| PROVIDED RECORDS |
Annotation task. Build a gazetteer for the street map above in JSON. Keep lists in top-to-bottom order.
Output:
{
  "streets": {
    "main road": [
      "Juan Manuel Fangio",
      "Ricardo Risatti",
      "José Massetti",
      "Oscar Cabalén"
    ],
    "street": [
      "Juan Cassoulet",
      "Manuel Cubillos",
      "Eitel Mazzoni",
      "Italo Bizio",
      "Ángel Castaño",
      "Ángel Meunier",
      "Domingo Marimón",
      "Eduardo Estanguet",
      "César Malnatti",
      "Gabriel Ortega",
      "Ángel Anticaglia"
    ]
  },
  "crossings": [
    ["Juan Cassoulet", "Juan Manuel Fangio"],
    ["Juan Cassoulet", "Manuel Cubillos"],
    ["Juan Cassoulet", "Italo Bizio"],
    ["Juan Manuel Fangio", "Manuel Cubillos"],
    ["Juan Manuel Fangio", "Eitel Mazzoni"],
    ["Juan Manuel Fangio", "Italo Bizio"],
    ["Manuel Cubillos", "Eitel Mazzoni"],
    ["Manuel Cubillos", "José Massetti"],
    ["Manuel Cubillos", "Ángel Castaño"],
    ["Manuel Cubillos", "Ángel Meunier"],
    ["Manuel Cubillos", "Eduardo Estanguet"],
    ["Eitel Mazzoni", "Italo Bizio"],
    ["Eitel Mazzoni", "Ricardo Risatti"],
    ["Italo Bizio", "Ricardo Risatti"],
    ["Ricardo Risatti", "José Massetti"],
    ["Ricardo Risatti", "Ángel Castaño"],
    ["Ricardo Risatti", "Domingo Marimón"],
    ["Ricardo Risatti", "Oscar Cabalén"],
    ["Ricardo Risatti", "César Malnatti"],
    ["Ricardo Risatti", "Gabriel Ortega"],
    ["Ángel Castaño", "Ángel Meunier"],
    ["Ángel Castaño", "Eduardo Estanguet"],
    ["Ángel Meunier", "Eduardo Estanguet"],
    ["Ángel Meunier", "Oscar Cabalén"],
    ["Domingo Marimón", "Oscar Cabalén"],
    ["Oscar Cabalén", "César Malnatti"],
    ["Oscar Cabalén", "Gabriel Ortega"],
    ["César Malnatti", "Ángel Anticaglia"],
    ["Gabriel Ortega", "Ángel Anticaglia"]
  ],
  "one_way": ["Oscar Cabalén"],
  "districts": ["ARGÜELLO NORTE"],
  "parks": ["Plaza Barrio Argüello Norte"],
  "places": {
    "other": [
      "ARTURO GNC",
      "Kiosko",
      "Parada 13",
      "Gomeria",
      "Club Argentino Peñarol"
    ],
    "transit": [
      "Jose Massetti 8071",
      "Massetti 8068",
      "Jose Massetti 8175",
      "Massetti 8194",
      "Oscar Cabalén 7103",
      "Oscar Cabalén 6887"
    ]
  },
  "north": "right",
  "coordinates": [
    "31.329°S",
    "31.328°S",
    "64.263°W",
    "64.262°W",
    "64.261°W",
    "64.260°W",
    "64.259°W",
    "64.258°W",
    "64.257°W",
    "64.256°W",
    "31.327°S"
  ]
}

| PROBLEM STATEMENT |
Locate the word "Manuel" in the entries, and copy every line where it is found.

| RESPONSE TO THIS TASK |
      "Juan Manuel Fangio",
      "Manuel Cubillos",
    ["Juan Cassoulet", "Juan Manuel Fangio"],
    ["Juan Cassoulet", "Manuel Cubillos"],
    ["Juan Manuel Fangio", "Manuel Cubillos"],
    ["Juan Manuel Fangio", "Eitel Mazzoni"],
    ["Juan Manuel Fangio", "Italo Bizio"],
    ["Manuel Cubillos", "Eitel Mazzoni"],
    ["Manuel Cubillos", "José Massetti"],
    ["Manuel Cubillos", "Ángel Castaño"],
    ["Manuel Cubillos", "Ángel Meunier"],
    ["Manuel Cubillos", "Eduardo Estanguet"],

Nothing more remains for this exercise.